TASK STATEMENT: Go through the data below line by line. Give only the number of lines that contain "setLineDash".

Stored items
+ + + + +

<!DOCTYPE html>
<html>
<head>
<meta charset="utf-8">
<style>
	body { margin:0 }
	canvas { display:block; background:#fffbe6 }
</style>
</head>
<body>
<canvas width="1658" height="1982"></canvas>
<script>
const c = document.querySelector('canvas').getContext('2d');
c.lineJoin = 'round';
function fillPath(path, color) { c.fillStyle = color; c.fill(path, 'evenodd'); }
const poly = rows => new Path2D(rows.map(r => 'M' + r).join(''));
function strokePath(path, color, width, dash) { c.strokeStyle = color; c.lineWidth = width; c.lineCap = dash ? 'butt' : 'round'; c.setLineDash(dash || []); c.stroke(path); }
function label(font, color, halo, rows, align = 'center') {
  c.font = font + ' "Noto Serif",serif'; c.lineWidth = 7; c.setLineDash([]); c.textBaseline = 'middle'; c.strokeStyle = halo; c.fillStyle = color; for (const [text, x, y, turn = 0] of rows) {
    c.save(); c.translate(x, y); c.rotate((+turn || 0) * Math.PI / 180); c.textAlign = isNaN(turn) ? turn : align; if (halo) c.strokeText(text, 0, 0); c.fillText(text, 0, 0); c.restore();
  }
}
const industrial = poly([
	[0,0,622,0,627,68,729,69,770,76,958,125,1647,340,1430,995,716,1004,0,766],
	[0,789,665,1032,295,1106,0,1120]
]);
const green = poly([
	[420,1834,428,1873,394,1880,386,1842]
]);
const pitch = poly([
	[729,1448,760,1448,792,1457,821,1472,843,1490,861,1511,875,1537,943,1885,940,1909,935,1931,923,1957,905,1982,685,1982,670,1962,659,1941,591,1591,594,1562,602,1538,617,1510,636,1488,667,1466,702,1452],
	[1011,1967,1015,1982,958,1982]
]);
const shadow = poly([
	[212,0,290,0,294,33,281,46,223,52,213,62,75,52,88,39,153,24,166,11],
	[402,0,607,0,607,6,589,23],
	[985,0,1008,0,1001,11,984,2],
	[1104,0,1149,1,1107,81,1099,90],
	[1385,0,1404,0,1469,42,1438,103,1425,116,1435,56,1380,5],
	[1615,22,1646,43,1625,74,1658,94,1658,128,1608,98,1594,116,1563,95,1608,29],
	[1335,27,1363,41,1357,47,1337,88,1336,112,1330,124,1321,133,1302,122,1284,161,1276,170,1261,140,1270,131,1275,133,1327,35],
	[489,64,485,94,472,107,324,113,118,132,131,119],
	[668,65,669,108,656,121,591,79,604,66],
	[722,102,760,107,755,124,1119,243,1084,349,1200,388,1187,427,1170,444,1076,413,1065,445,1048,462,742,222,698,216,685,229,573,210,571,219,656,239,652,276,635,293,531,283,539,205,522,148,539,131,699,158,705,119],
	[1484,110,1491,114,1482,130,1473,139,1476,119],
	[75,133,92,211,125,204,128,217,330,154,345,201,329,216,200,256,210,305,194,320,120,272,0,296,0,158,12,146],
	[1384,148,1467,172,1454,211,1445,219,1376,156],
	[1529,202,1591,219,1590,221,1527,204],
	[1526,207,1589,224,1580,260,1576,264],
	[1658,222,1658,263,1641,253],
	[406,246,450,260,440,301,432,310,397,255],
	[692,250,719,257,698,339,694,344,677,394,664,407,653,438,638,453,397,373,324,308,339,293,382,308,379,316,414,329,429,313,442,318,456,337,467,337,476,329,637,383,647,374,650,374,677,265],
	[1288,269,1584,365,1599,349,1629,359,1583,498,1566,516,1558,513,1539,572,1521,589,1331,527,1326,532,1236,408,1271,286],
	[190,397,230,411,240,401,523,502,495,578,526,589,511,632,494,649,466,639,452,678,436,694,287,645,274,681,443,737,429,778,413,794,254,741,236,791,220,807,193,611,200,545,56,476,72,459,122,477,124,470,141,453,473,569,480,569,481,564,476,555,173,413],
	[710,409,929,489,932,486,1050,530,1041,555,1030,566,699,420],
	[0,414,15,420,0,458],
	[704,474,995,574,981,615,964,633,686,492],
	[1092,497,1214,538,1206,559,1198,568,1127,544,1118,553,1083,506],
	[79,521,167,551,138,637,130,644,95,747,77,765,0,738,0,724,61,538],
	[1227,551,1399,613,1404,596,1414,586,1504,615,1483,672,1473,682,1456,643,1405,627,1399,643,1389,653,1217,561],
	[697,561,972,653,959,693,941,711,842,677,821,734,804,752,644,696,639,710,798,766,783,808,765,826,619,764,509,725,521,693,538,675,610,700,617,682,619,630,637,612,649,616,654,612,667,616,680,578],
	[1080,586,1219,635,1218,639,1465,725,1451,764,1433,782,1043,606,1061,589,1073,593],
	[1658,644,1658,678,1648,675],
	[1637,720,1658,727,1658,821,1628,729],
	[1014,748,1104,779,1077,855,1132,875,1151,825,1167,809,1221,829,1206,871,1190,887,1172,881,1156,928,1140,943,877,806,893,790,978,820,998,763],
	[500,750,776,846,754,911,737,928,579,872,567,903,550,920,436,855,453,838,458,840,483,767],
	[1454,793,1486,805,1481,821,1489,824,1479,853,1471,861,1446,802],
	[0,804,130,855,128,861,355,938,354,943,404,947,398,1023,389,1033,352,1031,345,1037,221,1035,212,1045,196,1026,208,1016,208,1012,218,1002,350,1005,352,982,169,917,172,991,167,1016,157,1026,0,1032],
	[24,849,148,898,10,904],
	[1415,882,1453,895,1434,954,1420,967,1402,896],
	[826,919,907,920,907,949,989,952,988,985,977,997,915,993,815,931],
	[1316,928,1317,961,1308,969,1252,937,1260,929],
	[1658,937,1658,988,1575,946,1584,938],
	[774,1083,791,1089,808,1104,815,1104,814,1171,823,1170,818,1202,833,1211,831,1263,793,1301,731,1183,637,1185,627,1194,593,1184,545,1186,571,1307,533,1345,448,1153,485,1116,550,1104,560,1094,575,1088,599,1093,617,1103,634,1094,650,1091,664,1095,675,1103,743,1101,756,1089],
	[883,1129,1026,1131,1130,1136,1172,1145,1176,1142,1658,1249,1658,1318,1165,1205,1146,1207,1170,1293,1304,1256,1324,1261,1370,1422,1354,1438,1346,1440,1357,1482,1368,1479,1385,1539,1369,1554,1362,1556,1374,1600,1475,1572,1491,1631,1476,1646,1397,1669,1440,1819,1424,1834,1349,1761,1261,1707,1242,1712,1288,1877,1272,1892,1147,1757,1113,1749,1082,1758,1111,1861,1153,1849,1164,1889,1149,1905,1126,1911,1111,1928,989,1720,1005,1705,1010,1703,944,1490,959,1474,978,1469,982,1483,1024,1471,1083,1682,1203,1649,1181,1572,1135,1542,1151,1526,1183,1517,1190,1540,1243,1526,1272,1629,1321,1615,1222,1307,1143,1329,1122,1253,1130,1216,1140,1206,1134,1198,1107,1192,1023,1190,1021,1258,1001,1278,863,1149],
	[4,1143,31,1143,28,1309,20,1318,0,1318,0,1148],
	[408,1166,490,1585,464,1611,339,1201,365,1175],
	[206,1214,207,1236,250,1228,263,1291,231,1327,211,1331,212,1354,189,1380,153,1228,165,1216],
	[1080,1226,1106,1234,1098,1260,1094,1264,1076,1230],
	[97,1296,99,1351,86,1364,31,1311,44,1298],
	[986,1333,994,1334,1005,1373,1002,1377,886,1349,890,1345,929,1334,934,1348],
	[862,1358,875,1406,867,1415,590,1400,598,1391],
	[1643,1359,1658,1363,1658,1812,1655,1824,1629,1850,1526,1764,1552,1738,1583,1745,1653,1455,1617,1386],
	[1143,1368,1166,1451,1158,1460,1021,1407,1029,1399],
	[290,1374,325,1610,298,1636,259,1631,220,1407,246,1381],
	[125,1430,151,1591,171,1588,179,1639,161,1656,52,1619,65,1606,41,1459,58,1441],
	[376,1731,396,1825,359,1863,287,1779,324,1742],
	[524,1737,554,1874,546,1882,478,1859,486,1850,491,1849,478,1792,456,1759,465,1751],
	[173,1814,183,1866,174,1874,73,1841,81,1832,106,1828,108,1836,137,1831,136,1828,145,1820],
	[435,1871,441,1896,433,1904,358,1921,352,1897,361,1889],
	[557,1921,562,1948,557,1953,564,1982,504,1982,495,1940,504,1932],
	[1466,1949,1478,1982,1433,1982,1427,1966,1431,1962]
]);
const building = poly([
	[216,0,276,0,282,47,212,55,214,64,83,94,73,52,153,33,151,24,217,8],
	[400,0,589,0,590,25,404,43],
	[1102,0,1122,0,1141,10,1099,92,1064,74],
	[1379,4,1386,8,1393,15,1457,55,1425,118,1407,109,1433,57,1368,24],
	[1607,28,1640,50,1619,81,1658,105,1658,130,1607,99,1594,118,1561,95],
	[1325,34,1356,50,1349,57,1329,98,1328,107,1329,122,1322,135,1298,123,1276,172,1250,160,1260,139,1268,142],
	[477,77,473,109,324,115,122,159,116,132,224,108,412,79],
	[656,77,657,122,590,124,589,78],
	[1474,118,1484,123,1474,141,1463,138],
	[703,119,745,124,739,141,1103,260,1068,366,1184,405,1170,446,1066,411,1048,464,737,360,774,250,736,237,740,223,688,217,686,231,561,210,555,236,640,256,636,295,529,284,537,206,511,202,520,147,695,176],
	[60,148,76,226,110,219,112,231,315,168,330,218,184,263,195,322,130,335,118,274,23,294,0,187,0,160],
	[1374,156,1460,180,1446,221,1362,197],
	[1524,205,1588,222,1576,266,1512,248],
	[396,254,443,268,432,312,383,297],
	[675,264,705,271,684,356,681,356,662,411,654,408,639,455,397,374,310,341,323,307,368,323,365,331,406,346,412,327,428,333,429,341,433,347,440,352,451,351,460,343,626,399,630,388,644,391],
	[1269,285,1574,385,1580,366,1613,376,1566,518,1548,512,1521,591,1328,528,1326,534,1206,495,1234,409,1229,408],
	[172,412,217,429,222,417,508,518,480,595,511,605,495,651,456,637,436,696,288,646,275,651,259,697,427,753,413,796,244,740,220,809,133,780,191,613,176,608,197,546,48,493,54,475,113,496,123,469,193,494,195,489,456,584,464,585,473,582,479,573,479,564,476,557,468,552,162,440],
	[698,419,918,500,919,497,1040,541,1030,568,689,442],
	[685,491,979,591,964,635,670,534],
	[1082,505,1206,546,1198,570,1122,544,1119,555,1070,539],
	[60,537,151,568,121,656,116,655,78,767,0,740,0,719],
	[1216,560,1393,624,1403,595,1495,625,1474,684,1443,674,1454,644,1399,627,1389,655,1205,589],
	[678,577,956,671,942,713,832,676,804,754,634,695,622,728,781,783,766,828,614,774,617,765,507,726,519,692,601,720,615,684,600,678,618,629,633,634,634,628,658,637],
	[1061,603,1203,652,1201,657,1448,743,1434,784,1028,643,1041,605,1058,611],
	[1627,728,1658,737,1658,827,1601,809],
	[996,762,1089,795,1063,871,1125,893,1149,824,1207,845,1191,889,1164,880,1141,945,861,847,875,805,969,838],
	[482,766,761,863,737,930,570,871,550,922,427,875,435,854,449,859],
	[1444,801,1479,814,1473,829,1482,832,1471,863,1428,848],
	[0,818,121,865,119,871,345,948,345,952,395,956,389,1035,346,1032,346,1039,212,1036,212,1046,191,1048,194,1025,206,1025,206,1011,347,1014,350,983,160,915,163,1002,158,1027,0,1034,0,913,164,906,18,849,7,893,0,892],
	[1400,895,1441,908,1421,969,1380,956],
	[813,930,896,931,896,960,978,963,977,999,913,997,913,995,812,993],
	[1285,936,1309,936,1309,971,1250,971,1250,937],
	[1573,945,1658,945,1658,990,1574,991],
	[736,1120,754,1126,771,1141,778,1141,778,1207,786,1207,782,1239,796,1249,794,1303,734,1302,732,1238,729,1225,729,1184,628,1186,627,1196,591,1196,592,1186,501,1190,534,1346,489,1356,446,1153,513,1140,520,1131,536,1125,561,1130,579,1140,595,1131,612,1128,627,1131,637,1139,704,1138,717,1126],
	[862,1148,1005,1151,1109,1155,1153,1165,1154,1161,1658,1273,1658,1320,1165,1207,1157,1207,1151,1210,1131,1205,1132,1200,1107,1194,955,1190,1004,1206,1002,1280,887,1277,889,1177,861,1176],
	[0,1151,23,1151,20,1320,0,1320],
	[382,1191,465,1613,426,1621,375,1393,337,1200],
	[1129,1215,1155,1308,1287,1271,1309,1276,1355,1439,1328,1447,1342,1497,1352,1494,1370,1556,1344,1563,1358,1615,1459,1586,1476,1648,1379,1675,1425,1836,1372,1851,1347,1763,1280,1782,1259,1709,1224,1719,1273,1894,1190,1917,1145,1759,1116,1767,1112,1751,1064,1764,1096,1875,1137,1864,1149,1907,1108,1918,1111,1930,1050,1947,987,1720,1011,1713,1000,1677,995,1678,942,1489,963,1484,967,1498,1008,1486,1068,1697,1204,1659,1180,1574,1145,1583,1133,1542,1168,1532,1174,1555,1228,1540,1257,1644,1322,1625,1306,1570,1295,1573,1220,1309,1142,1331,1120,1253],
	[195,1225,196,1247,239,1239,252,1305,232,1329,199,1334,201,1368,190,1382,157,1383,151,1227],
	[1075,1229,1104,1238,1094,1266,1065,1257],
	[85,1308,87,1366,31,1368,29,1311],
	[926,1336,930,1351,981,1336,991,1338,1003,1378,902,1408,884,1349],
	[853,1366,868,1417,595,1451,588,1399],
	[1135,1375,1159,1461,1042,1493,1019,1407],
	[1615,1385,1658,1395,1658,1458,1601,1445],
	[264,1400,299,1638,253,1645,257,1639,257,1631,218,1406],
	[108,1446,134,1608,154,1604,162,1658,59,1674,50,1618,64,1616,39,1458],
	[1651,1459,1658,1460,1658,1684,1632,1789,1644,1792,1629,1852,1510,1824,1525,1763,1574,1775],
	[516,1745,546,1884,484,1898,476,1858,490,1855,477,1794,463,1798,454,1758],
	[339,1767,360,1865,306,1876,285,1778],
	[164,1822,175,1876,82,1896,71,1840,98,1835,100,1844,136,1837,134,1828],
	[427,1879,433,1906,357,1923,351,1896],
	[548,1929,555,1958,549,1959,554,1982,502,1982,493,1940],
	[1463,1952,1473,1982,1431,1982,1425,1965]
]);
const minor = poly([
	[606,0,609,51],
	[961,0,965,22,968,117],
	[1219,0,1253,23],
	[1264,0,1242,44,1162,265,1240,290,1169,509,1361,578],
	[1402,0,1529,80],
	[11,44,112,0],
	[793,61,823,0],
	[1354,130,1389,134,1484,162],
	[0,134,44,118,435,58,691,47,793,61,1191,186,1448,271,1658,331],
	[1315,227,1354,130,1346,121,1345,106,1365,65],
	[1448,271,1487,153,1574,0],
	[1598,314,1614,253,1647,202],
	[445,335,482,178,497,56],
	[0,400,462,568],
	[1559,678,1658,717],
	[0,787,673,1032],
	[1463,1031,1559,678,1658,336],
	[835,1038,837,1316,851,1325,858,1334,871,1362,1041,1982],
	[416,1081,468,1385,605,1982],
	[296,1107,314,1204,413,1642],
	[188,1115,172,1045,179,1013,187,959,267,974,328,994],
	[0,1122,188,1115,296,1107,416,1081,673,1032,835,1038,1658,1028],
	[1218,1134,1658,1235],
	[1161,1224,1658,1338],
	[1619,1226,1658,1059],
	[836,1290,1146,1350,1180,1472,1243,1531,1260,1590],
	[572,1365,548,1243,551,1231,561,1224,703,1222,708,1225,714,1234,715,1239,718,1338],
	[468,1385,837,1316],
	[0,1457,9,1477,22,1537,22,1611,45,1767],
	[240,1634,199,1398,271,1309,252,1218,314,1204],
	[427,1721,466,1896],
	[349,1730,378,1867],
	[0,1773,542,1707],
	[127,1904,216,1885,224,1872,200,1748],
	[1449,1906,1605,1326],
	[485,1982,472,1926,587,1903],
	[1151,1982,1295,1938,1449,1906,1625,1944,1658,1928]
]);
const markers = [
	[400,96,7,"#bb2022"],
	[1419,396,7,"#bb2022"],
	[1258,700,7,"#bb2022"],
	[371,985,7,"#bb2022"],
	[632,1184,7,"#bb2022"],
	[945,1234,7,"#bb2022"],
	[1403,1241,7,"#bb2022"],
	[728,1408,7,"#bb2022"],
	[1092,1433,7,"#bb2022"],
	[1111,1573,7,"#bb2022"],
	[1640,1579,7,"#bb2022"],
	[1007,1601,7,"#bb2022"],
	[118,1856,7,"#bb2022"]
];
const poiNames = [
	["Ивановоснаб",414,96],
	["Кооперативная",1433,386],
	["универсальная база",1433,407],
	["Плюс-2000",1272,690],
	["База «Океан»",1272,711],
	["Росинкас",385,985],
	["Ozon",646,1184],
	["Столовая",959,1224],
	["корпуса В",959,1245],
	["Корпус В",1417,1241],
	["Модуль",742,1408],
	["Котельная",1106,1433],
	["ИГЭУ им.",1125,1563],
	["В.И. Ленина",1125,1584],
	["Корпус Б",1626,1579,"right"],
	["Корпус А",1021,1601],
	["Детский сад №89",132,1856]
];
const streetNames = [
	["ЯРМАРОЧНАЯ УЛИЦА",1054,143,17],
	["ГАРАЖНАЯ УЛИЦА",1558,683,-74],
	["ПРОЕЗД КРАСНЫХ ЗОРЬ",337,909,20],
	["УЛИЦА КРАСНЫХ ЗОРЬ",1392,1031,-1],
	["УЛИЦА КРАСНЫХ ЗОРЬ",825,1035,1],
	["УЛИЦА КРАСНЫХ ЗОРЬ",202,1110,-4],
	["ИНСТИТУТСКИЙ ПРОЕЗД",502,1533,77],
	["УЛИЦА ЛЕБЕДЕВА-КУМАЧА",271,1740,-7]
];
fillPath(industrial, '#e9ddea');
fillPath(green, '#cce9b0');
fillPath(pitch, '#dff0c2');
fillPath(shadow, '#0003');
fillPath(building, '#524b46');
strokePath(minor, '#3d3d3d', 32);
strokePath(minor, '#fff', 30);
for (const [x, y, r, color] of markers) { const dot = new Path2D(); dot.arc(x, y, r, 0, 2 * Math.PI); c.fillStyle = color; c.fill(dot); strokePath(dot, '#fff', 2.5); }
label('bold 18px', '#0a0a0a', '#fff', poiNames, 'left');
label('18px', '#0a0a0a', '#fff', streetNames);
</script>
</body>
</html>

+ + + + +

RESPONSE TO THIS TASK: 2